La voix de Madden s'était brisée sur ces mots. Droite dans sa robe noire, ses yeux brûlaient d'un feu destructeur.
— J'ai fait l'impensable pour hériter des jardins. J'ai vécu deux mois de pur enfer et j'ai failli perdre l'homme que j'aimais pour cela. Je ne laisserai pas le passé détruire mon avenir.
L'expression de l'inspecteur resta interdite. Il dut deviner à quel point ils étaient tous capables des pires actions pour garder ce qui leur appartenait. Tout comme leurs parents avaient commis le pire crime pour réaliser leur rêve. Comment pouvait-on appeler ça ? Détermination ou folie ?
— Mon père n'est pas le seul coupable ici, cracha Thimothé qui parvint à reprendre contenance. Vous êtes tous des égoïstes. Si on plonge, on plonge tous ensemble.
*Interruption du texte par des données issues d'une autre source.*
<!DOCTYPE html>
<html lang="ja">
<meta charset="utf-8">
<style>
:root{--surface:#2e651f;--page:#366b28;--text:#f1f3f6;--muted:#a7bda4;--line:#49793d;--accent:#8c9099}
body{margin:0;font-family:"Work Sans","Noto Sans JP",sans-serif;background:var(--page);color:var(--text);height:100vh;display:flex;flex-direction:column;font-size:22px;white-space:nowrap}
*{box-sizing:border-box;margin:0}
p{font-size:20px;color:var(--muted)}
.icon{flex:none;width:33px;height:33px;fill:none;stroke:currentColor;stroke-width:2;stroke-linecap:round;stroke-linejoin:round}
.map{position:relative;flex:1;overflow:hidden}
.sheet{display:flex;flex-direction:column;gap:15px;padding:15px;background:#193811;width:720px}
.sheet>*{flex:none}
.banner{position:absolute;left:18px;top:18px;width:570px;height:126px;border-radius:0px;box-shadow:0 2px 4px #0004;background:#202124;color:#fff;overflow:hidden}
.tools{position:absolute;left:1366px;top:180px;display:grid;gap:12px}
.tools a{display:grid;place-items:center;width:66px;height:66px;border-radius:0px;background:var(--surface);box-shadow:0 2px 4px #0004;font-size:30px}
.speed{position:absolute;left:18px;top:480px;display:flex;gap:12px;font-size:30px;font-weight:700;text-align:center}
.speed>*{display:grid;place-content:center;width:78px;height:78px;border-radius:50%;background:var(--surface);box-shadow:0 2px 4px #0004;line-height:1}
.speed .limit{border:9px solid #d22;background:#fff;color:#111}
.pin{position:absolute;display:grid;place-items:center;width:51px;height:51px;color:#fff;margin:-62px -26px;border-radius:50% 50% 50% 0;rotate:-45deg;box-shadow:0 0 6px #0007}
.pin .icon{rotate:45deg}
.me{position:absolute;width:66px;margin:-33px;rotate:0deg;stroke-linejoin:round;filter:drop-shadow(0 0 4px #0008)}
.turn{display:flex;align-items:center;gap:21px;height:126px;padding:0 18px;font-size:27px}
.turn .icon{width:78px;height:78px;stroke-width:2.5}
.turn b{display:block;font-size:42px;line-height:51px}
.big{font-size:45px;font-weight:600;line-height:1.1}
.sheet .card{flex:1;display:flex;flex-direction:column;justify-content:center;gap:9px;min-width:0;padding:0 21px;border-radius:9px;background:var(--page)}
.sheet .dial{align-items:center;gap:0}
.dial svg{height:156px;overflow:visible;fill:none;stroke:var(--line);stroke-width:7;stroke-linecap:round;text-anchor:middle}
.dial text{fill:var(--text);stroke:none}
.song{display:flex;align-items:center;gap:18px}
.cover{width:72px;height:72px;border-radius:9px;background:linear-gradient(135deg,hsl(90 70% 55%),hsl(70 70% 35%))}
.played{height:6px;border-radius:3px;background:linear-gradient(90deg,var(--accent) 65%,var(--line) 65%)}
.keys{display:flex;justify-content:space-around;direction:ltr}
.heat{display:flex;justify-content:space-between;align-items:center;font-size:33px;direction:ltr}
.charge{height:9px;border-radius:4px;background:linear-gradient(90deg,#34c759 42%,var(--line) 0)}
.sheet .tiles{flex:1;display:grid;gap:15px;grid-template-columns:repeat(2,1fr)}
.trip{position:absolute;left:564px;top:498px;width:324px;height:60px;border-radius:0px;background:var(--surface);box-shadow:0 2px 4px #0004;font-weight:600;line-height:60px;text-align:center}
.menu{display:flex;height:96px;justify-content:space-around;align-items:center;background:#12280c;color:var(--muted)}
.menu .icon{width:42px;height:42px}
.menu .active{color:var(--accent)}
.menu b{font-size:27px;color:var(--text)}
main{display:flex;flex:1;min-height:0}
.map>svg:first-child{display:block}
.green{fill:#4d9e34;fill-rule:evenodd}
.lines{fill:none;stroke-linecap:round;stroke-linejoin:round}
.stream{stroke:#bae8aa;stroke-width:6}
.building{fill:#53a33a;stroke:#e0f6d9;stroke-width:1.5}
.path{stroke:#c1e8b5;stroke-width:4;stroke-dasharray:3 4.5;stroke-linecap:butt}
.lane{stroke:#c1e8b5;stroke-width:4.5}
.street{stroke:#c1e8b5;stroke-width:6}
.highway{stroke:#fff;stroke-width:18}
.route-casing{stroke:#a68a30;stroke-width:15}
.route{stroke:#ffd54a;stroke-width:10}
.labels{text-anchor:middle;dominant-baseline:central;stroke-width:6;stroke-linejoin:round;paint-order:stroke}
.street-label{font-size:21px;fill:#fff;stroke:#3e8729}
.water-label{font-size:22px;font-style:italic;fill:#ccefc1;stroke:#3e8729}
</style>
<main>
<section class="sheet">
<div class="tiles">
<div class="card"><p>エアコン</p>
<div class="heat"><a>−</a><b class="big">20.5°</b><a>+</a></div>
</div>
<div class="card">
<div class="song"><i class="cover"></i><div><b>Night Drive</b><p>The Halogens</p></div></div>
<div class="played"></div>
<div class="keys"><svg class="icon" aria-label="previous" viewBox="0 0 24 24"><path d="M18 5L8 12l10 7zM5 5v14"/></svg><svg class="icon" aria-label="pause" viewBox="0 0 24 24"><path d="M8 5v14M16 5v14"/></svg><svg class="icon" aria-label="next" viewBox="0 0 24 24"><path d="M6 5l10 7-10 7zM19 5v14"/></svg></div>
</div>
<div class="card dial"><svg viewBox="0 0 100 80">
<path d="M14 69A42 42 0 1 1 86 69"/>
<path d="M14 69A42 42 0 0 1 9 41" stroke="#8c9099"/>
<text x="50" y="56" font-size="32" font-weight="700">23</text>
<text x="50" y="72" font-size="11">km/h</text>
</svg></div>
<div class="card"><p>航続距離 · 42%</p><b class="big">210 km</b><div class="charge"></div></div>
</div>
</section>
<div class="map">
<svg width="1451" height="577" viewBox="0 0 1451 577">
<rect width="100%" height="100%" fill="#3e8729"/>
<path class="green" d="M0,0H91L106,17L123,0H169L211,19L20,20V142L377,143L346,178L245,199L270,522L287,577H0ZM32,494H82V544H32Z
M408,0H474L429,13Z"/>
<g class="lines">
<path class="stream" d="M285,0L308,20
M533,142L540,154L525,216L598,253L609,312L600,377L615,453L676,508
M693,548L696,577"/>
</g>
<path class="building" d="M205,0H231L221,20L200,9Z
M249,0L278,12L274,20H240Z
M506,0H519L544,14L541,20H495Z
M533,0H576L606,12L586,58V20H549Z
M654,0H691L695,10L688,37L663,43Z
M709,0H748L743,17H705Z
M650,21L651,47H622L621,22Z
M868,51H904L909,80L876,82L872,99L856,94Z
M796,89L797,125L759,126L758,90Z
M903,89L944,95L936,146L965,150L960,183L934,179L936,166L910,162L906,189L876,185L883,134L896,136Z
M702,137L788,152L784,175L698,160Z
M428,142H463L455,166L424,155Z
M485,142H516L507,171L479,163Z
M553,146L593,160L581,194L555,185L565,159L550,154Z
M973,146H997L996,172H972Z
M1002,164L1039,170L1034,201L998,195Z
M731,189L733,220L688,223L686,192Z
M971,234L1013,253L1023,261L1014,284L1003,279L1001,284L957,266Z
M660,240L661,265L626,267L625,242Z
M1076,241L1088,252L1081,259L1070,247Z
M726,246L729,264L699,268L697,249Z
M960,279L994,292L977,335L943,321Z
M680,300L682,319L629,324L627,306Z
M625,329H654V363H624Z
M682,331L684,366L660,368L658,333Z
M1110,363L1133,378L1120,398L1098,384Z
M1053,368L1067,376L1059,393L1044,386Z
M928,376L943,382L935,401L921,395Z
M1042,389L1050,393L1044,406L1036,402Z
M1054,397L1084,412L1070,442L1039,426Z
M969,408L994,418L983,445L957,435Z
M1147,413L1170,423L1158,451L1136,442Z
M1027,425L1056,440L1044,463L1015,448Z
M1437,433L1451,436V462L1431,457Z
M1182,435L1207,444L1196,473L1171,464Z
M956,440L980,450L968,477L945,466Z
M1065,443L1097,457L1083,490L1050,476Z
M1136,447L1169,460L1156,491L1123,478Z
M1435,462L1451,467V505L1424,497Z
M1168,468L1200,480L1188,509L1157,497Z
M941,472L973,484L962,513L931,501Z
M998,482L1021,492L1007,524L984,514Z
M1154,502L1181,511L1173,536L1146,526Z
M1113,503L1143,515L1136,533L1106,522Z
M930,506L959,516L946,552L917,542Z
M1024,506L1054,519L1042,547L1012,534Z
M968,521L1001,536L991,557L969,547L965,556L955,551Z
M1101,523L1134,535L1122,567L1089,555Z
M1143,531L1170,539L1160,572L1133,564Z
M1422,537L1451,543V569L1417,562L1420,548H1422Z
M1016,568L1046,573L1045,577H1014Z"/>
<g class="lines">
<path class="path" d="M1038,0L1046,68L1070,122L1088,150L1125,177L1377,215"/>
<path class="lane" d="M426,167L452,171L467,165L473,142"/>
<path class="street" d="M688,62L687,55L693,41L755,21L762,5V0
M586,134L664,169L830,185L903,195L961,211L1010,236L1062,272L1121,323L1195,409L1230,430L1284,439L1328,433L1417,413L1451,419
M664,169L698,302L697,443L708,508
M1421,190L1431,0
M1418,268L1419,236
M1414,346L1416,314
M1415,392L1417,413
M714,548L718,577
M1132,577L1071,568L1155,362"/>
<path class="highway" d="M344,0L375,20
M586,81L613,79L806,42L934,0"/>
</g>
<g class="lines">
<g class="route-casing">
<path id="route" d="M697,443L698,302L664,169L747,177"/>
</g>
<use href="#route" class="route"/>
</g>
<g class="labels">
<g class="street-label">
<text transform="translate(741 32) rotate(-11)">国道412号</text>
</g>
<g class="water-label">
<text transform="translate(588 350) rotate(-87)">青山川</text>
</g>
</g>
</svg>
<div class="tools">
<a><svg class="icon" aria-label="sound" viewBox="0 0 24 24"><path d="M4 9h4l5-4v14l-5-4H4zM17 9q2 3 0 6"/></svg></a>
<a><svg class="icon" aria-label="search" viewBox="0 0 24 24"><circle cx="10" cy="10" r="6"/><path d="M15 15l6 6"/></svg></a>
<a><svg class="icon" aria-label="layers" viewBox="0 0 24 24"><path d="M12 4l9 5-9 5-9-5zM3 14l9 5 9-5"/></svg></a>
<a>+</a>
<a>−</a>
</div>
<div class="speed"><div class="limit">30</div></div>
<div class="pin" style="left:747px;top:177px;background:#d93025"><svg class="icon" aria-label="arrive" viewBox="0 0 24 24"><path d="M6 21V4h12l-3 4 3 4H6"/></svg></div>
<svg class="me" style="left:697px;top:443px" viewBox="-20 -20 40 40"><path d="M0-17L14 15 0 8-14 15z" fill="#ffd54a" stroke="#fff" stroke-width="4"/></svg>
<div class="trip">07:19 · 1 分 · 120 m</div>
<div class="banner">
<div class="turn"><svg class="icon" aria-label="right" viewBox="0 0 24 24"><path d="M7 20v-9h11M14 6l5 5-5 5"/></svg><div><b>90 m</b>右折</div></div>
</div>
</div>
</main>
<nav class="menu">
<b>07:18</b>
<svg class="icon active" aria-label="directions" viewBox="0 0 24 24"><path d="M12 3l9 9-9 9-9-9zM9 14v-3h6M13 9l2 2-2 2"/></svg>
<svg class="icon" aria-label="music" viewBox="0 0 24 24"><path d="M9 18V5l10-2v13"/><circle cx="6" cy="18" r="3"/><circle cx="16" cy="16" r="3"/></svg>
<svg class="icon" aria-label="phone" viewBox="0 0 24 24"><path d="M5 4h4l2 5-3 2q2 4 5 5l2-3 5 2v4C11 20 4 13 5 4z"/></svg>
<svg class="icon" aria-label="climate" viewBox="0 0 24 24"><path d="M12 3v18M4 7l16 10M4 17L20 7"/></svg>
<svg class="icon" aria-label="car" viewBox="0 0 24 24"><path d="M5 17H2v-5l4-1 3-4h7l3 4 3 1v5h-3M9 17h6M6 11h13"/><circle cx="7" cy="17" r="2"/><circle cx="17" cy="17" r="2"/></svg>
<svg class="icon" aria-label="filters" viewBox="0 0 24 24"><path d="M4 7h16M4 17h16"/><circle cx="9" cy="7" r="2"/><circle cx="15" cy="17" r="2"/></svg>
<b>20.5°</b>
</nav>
— Je ne crois pas, non, menaça Alexandre d'un air sombre.
— Le seul à être en faute est celui qu'on devrait pourchasser à cet instant, déclara William en enfonçant son regard dans celui de l'inspecteur. Plus vous chercherez à rétablir la justice dans le monde du luxe, et plus vous trouverez du sang. Lana est morte il y a quarante putain d'années. Il n'y a plus aucune preuve. Plus d'évidence. Et si vous essayez de démolir le Flamboyant, c'est lui qui vous écrasera, comme tous ceux qui ont essayé avant vous. Alors concentrez vous sur ce putain de meurtrier et ne cherchez pas plus loin.
L'inspecteur garda le silence, mais silencieusement, il commençait à comprendre. Et plus les secondes passaient, plus il se rendait compte du pouvoir qu'il avait. C'était eux qui menaçaient, parce qu'ils se sentaient en danger. La justice était capable de les balayer d'un seul coup de la main. William portait le nom du plus gros dealer de la région, un fait qui ne lui échappait certainement pas.
Ils étaient tous issus d'un péché. Et que Dieu leur pardonne, parce qu'ils n'avaient pas l'intention de se confesser.